< 

Mathematical Functions

< 

Table of Contents

< 

Scripting Example

Utility functions

Table of Contents

Introduction

WordHoard's scripting language includes access to many of the WordHoard built-in utility classes and methods. These include methods for formatting strings and numbers for display, and phonetic encoding, and word stemming.

Formatting numbers and strings

WordHoard provides methods for formatting individual numbers for display.

formatIntegerWithCommas( int i ); Formats an integer i with the default thousands grouping character (a comma in the United States).
Example: s = formatIntegerWithCommas( 1234567 );
returns s = "1,234,567" in many locales.
formatLongWithCommas( long l ); Formats a long integer l with the default thousands grouping character (a comma in the United States).
Example: s = formatLongWithCommas( 1234567 );
returns s = "1,234,567" in many locales.
formatFloat( float f , int d ); Formats a floating point number f with the specified number d of decimal places. The default thousands grouping character is used for the portion of the number (if any) that appears before the radix point.
Example: s = formatFloat( 1450.879f , 2 );
returns "1,450.88" in many locales.
formatDouble( double x , int d ); Formats a double precision floating point number x with the specified number d of decimal places. The default thousands grouping character is used for the portion of the number (if any) that appears before the radix point.
Example: s = formatDouble( 1450.879D , 2 );
returns "1,450.88" in many locales.

WordHoard also provides a C-like sprintf facility for formatting arrays of objects. WordHoard is currently intended to run under Java 1.4 releases as well as later releases, so WordHoard does not use the sprintf formatting facilities introduced in Java 1.5 . Alan Jacobs of Sun Microsystems authored the PrintfFormat class used by WordHoard. The createTable script method uses PrintfFormat format descriptors for the elements stored in the table.

As an example, assume we have a Java object array the first element of which is a string, the second an integer, and the third a double precision floating point number. We can format the object array using PrintfFormat as follows.

        // Create object array to hold three values to format.
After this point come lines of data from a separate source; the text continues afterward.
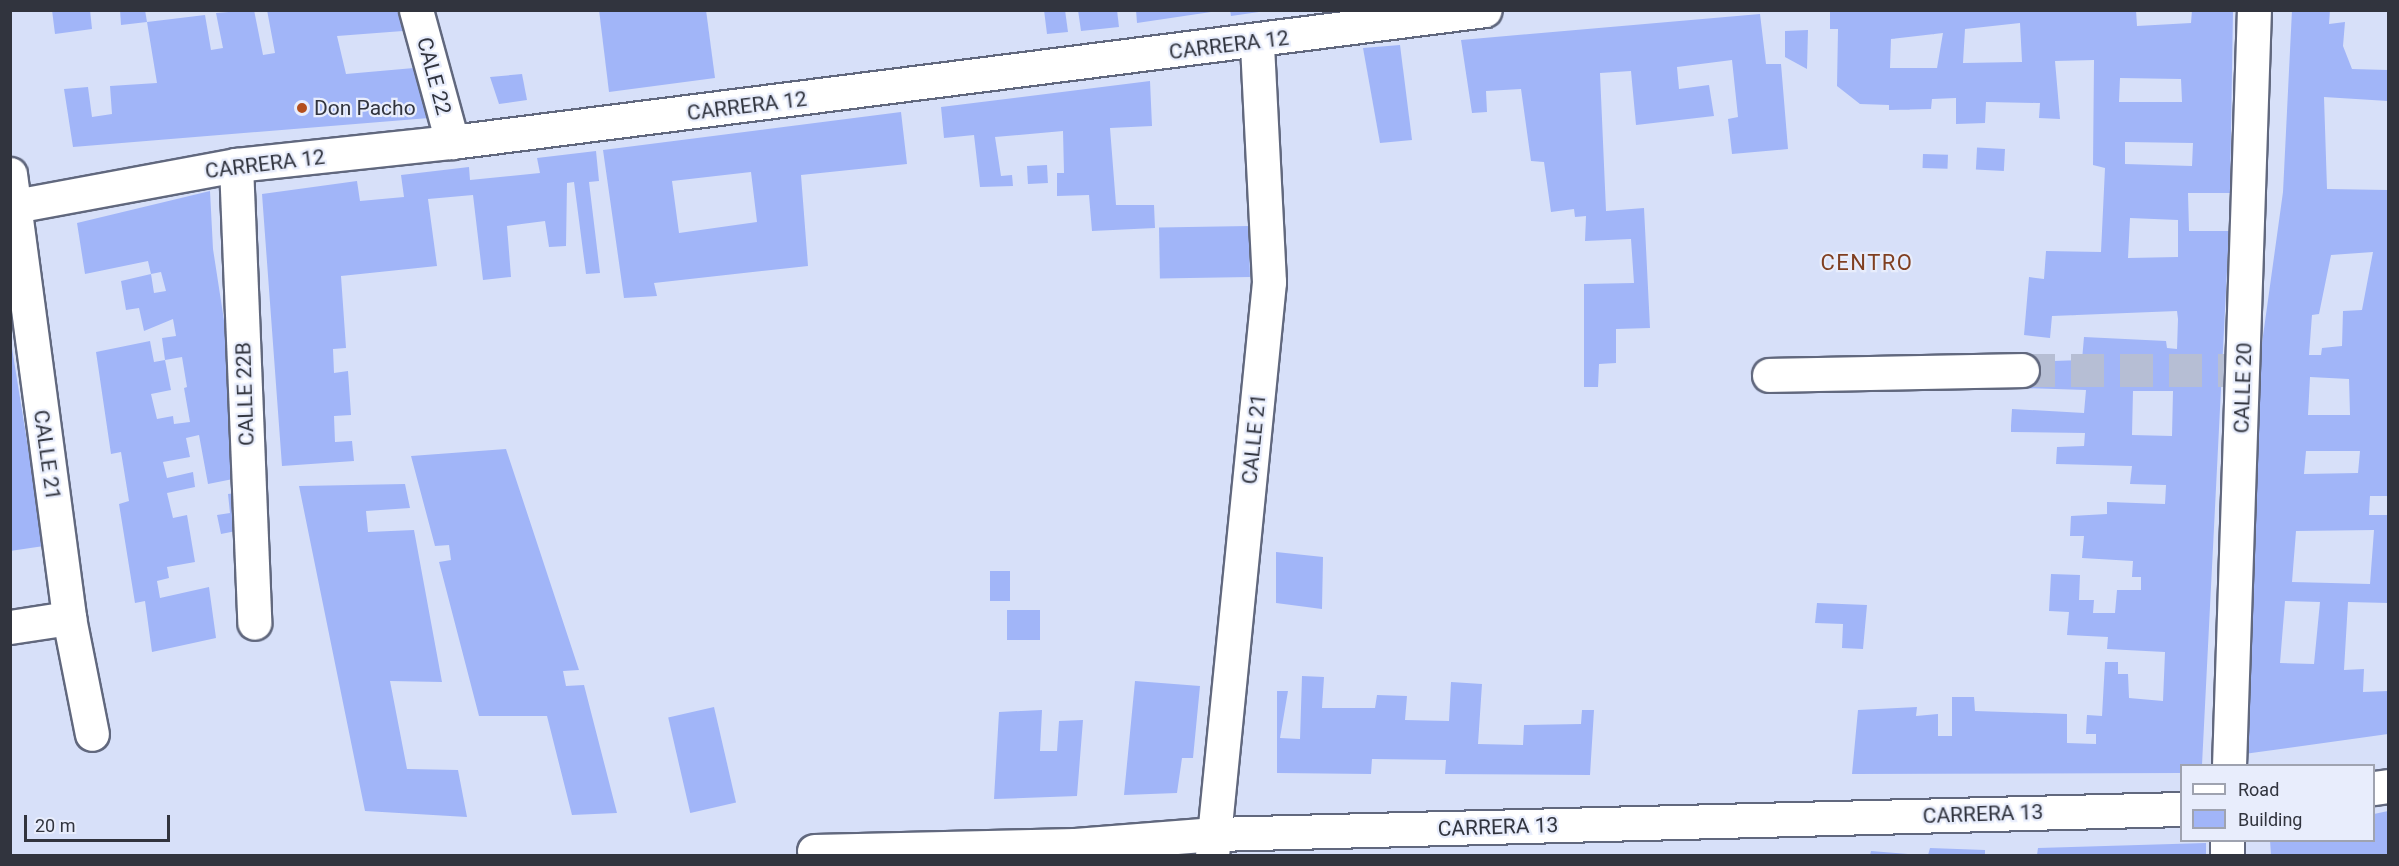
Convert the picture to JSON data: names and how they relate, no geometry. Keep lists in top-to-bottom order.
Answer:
{
  "streets": {
    "street": [
      "CARRERA 12",
      "CALE 22",
      "CALLE 20",
      "CALLE 22B",
      "CALLE 21",
      "CARRERA 13"
    ]
  },
  "crossings": [
    ["CARRERA 12", "CALE 22"],
    ["CARRERA 12", "CALLE 22B"],
    ["CARRERA 12", "CALLE 21"],
    ["CALLE 21", "CARRERA 13"]
  ],
  "districts": ["CENTRO"],
  "places": ["Don Pacho"],
  "legend": ["Road", "Building"],
  "scale_bar": "20 m"
}
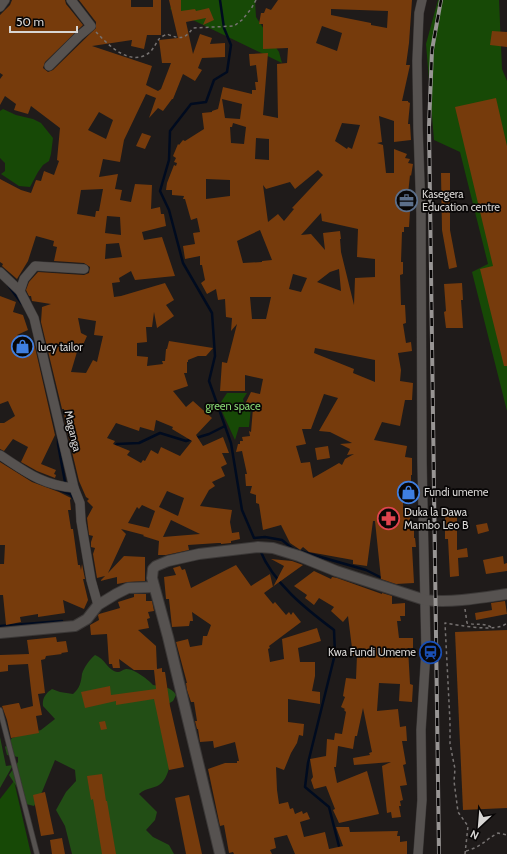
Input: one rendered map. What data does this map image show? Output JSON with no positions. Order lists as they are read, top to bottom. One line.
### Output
{"streets":{"street":["Maganga"]},"parks":["green space"],"places":{"office":["Kasegera Education centre"],"shop":["lucy tailor","Fundi umeme"],"pharmacy":["Duka la Dawa Mambo Leo B"],"station":["Kwa Fundi Umeme"]},"scale_bar":"50 m","north":"bottom left"}
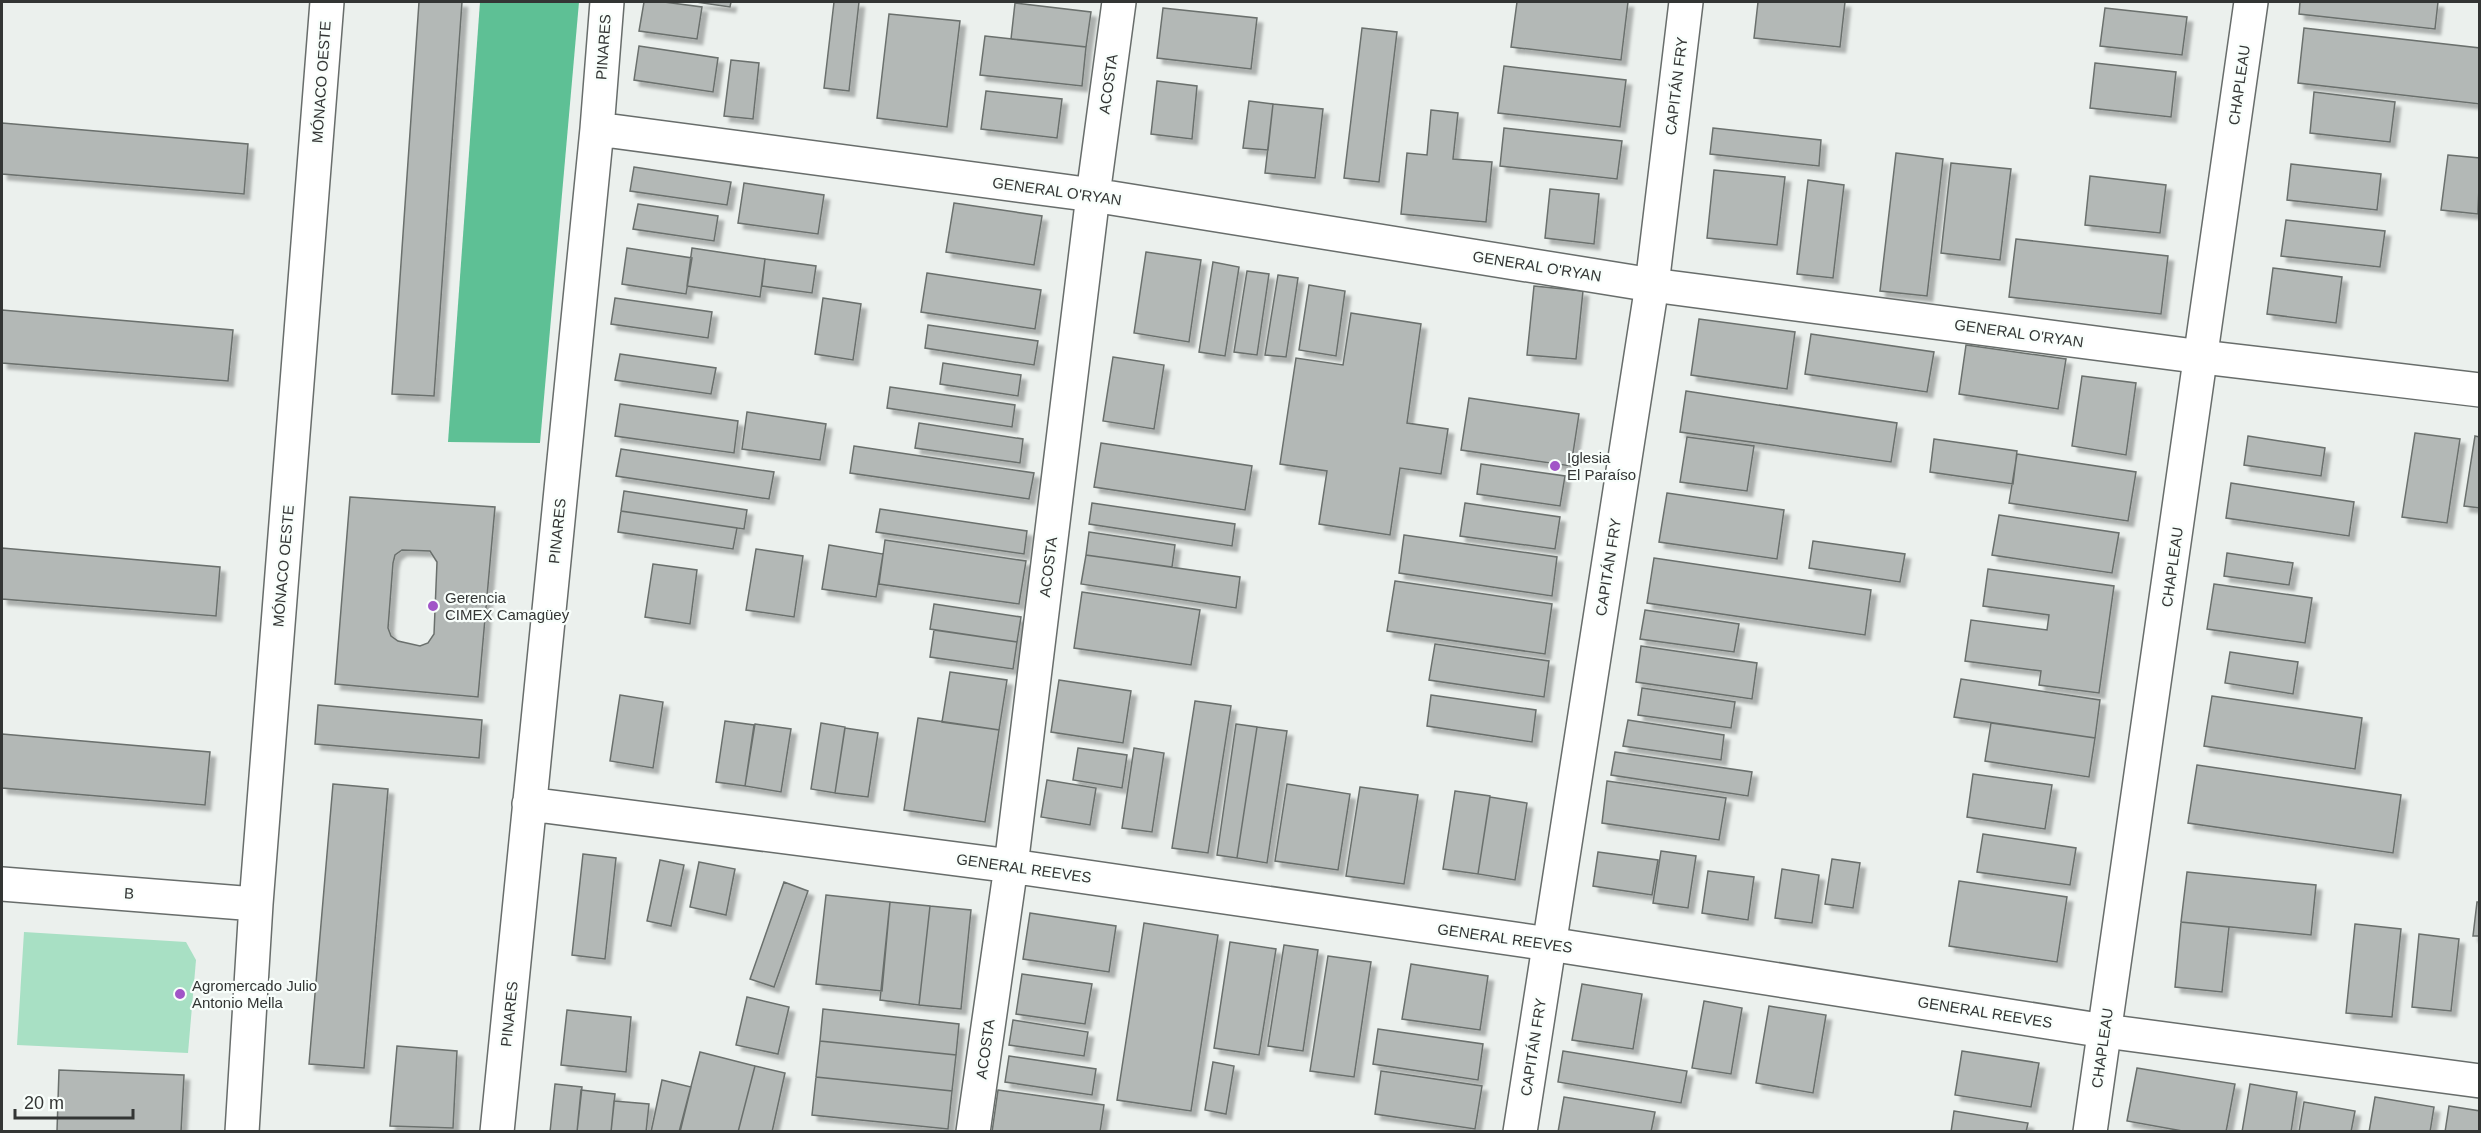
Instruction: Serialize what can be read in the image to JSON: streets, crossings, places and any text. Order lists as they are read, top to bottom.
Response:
{
  "streets": {
    "street": [
      "PINARES",
      "MÓNACO OESTE",
      "ACOSTA",
      "CHAPLEAU",
      "CAPITÁN FRY",
      "GENERAL O'RYAN",
      "GENERAL REEVES",
      "B"
    ]
  },
  "crossings": [
    ["PINARES", "GENERAL O'RYAN"],
    ["PINARES", "GENERAL REEVES"],
    ["MÓNACO OESTE", "B"],
    ["ACOSTA", "GENERAL O'RYAN"],
    ["ACOSTA", "GENERAL REEVES"],
    ["CHAPLEAU", "GENERAL O'RYAN"],
    ["CHAPLEAU", "GENERAL REEVES"],
    ["CAPITÁN FRY", "GENERAL O'RYAN"],
    ["CAPITÁN FRY", "GENERAL REEVES"]
  ],
  "places": ["Iglesia El Paraíso", "Gerencia CIMEX Camagüey", "Agromercado Julio Antonio Mella"],
  "scale_bar": "20 m"
}
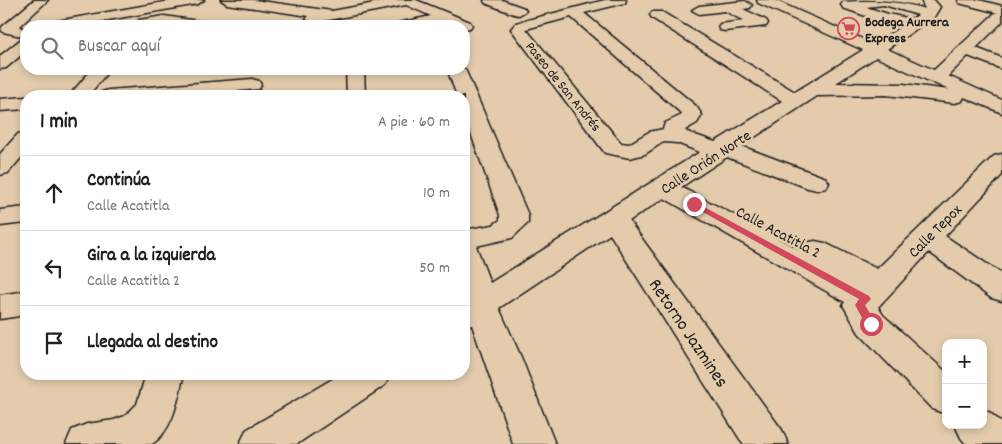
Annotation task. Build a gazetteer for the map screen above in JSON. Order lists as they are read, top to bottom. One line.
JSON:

stuffToFormat = new Object[ 3 ];

        // Add a string, an integer, and a double to the object array.

stuffToFormat[ 0 ] = "Hello WordHoard World!";
stuffToFormat[ 1 ] = 10000;
stuffToFormat[ 2 ] = 12345.6789;

        // Create a PrintfFormat object to format the entries in
        // stuffToFormat.  We format the string as-is followed by a
        // blank.  We format the integer into a ten-column wide field,
        // and add the thousands grouping symbol (typically a comma) every three
        // digits.  We format the floating point value in a twelve-column
        // wide field with three decimal places and thousands grouping symbols
        // every three digits.

format = new PrintfFormat( "%s %'10d %'12.3f" );

        // Format the entries in stuffToFormat using the format we created.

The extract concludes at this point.